Words are added to the dictionary dynamically over the course of time. A user can type into a terminal a command of the following structure:
: word_name word1 word2 ... wordn ;
For example, let's define a word that doubles the value on the top of the stack and returns the result:
: double dup + ;
When Forth sees the word
: it goes into word definition mode and stays there until it encounters a
;. It then reads the next word from the input i.e "double" and treats it as the name of the new word. At this point it:
- creates a new header for this word
- adds this header to the dictionary
- marks the word as "hidden"
- enters "compile" mode
In "compile" mode, Forth reads each word from the input and compiles it into the word currently being defined. Compiled words don't execute right away but will only do so when the defined word gets called. Some words do not work this way and always execute when they are encountered, these are called "Immediate" words and will be discussed later.

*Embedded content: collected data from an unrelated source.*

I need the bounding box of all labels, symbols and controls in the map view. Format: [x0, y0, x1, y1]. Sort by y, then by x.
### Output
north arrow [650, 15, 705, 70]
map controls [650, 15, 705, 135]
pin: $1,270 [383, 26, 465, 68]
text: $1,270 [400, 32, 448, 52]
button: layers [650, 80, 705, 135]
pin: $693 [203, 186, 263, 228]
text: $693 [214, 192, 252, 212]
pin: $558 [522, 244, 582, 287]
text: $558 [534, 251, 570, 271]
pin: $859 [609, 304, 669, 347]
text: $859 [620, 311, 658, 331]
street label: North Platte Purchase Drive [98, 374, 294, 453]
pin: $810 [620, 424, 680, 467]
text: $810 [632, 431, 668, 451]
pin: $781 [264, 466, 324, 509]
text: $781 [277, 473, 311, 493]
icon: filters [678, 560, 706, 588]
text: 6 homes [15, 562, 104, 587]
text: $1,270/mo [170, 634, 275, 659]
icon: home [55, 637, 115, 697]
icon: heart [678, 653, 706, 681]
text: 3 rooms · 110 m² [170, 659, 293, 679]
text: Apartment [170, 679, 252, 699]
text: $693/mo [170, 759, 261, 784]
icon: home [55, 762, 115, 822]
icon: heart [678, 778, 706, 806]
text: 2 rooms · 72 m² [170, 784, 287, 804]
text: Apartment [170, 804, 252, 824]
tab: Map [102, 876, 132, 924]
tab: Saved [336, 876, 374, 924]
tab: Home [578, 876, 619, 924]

To complete the word, when Forth encounters the word
; it immediately jumps out of compile mode and marks the word as unhidden and available in the dictionary. Now when Forth sees this in the input:
3 double .
It pushes 3 on the stack and looks up
double. When it finds it in the dictionary it executes the body which contains the words
dup is a built in Forth word which means duplicate the item on the top of the stack. So now the stack has two number 3s. Next Forth executes the
+ and adds the two numbers on the stack and replaces them with the sum i.e. 6
double word ends and Forth executes
. which means print the top of the stack.
In summary, Forth will parse the command, create the header using the name passed, hide it from the dictionary, go into compile mode, compile its body, exit compile mode and show it in the dictionary. NOTE: If a word with the same name is already in the dictionary, the new word will replace the old one for future definitions. The older definition will continue to be used by older definitions.
Forth has two modes, "interpret" and "compile". When in interpret mode, the system parses the input and when it comes across a literal value i.e. number it immediately pushes it on the stack. When it comes across a word, it looks it up in the dictionary and, if it finds it, it immediately executes it. Otherwise it will signal an error to the user.
Sometimes a command will put Forth into compile mode which behaves differently. The purpose of compile mode in to define new words. Usually in compile mode, Forth will be defining a new word, it will have already created a new header in memory and linked it to the dictionary and be ready to fill in its body. Now when Forth accepts input it will write this parsed content into the body of the new word.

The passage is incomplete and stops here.